Postby JonathanR » Sun Feb 21, 2021 8:38 pm

Hi James
. I still believe I can prevent and create thoughts in this immediate moment thru having the presence of mind to control my conscious.

OK. I want you to take a little time to further explore this process of thoughts being created or prevented. It will involve noticing how they appear (or don't appear) at the exact moment of it happening.

See if it is possible to catch a self in the act of creating or preventing them?

If there is a thinker of thoughts it should be possible to observe that thinker creating or stopping thoughts from appearing?

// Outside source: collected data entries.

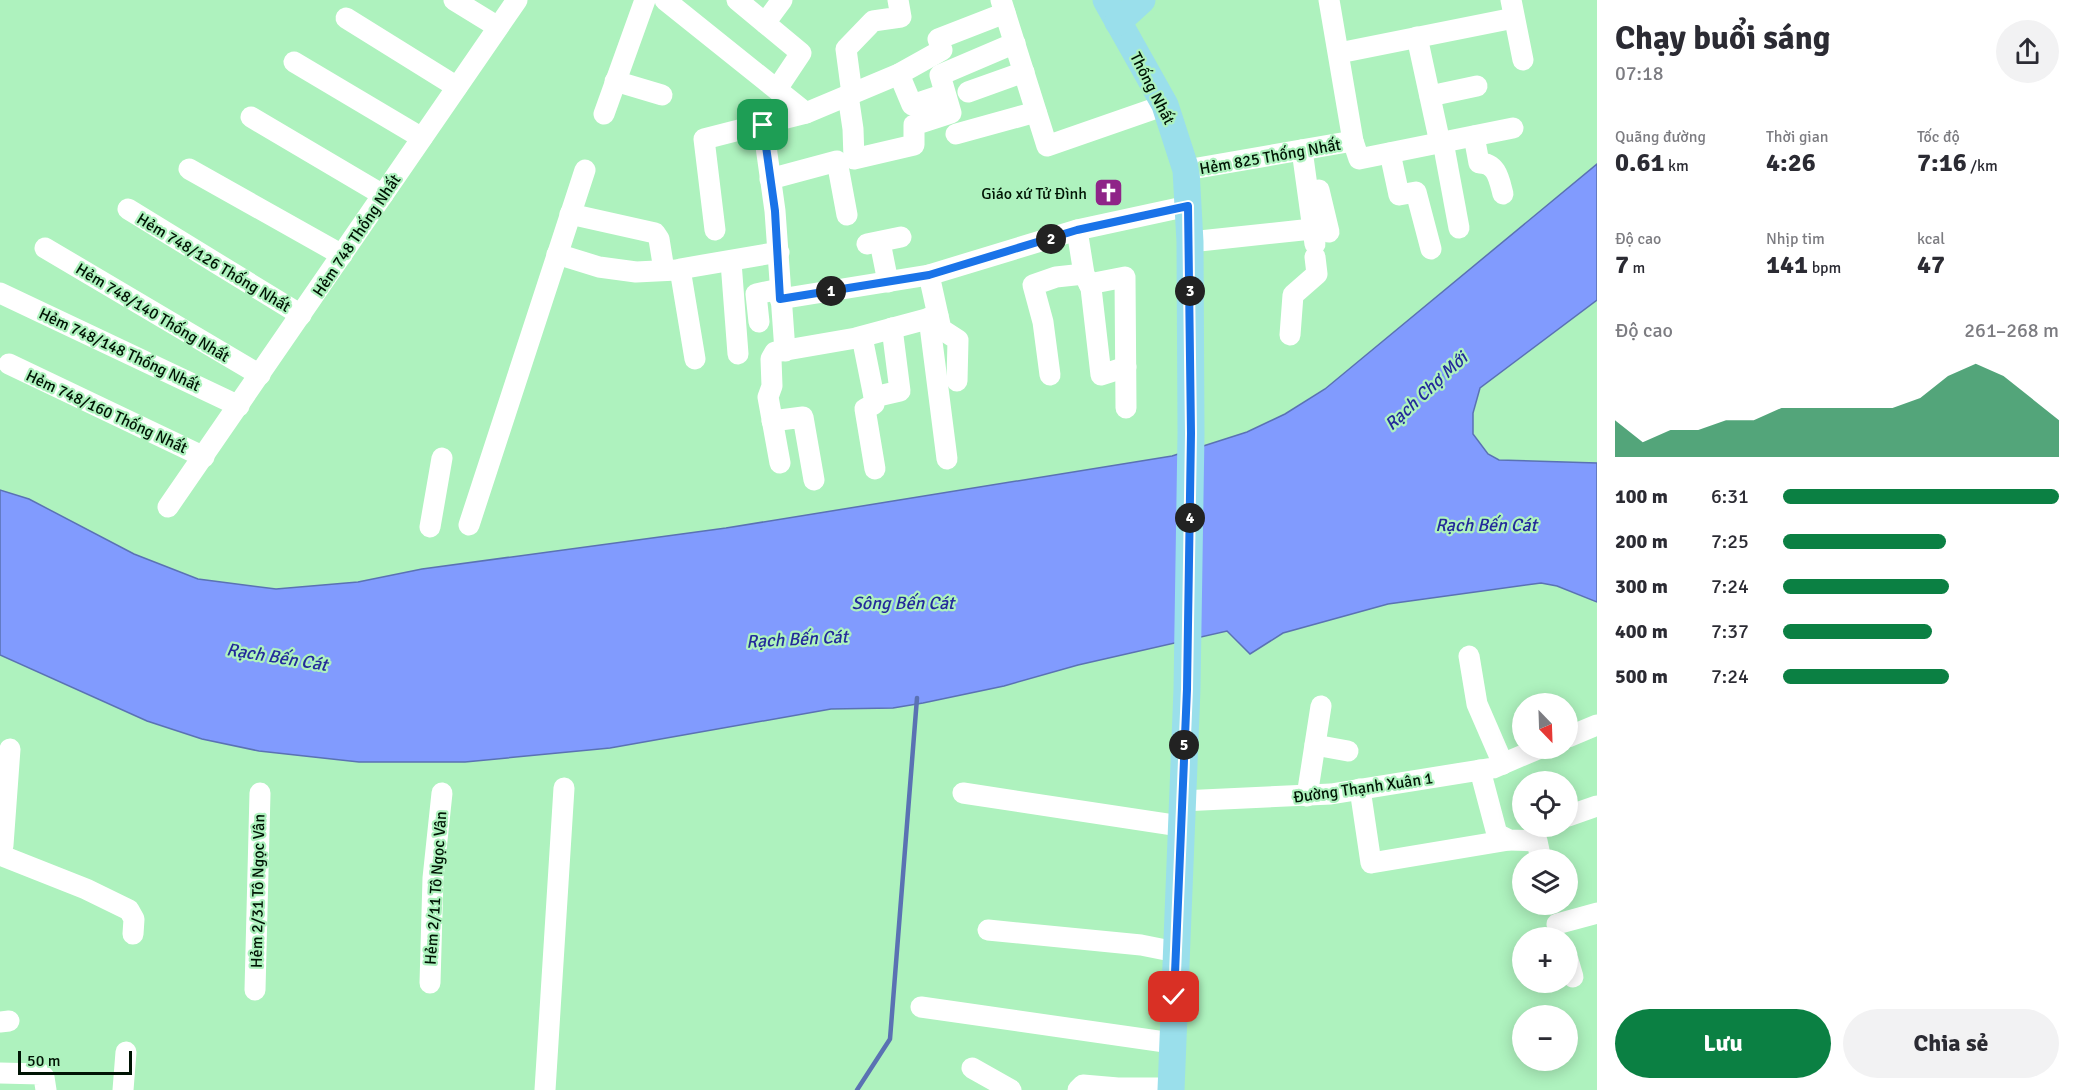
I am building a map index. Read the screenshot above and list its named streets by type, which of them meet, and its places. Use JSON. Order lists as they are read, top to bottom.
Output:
{
  "streets": {
    "main road": ["Thống Nhất"],
    "street": [
      "Hẻm 825 Thống Nhất",
      "Hẻm 748 Thống Nhất",
      "Hẻm 748/126 Thống Nhất",
      "Hẻm 748/140 Thống Nhất",
      "Hẻm 748/148 Thống Nhất",
      "Hẻm 748/160 Thống Nhất",
      "Đường Thạnh Xuân 1",
      "Hẻm 2/11 Tô Ngọc Vân",
      "Hẻm 2/31 Tô Ngọc Vân"
    ]
  },
  "crossings": [
    ["Thống Nhất", "Hẻm 825 Thống Nhất"],
    ["Thống Nhất", "Đường Thạnh Xuân 1"],
    ["Hẻm 748 Thống Nhất", "Hẻm 748/126 Thống Nhất"],
    ["Hẻm 748 Thống Nhất", "Hẻm 748/140 Thống Nhất"],
    ["Hẻm 748 Thống Nhất", "Hẻm 748/148 Thống Nhất"],
    ["Hẻm 748 Thống Nhất", "Hẻm 748/160 Thống Nhất"]
  ],
  "water": ["Rạch Chợ Mới", "Rạch Bến Cát", "Sông Bến Cát"],
  "places": {
    "church": ["Giáo xứ Tử Đình"]
  },
  "scale_bar": "50 m",
  "north": "bottom right",
  "page": {
    "heading": ["Chạy buổi sáng", "07:18"],
    "stats": [
      ["Quãng đường", "0.61 km"],
      ["Thời gian", "4:26"],
      ["Tốc độ", "7:16 /km"],
      ["Độ cao", "7 m"],
      ["Nhịp tim", "141 bpm"],
      ["kcal", "47"]
    ],
    "pins": [
      "2",
      "1",
      "3",
      "4",
      "5"
    ],
    "chart": ["Độ cao", "261–268 m"],
    "list": [
      {
        "name": "100 m",
        "note": "6:31"
      },
      {
        "name": "200 m",
        "note": "7:25"
      },
      {
        "name": "300 m",
        "note": "7:24"
      },
      {
        "name": "400 m",
        "note": "7:37"
      },
      {
        "name": "500 m",
        "note": "7:24"
      }
    ],
    "map_buttons": ["+", "−"],
    "buttons": ["Lưu", "Chia sẻ"],
    "scale": "50 m"
  }
}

If there's a creator of thoughts, oughtn't it be possible for that creator to only create pleasant thoughts and not create unpleasant ones?
. I wouldn’t say seeing is only happening from my direct experience. I would say I am conscious of what is being seen.
Consciousness. Yes! There's that. The experience of seeing is real enough. But what is it that is doing the noticing? Is there an entity 'there' 'doing' seeing?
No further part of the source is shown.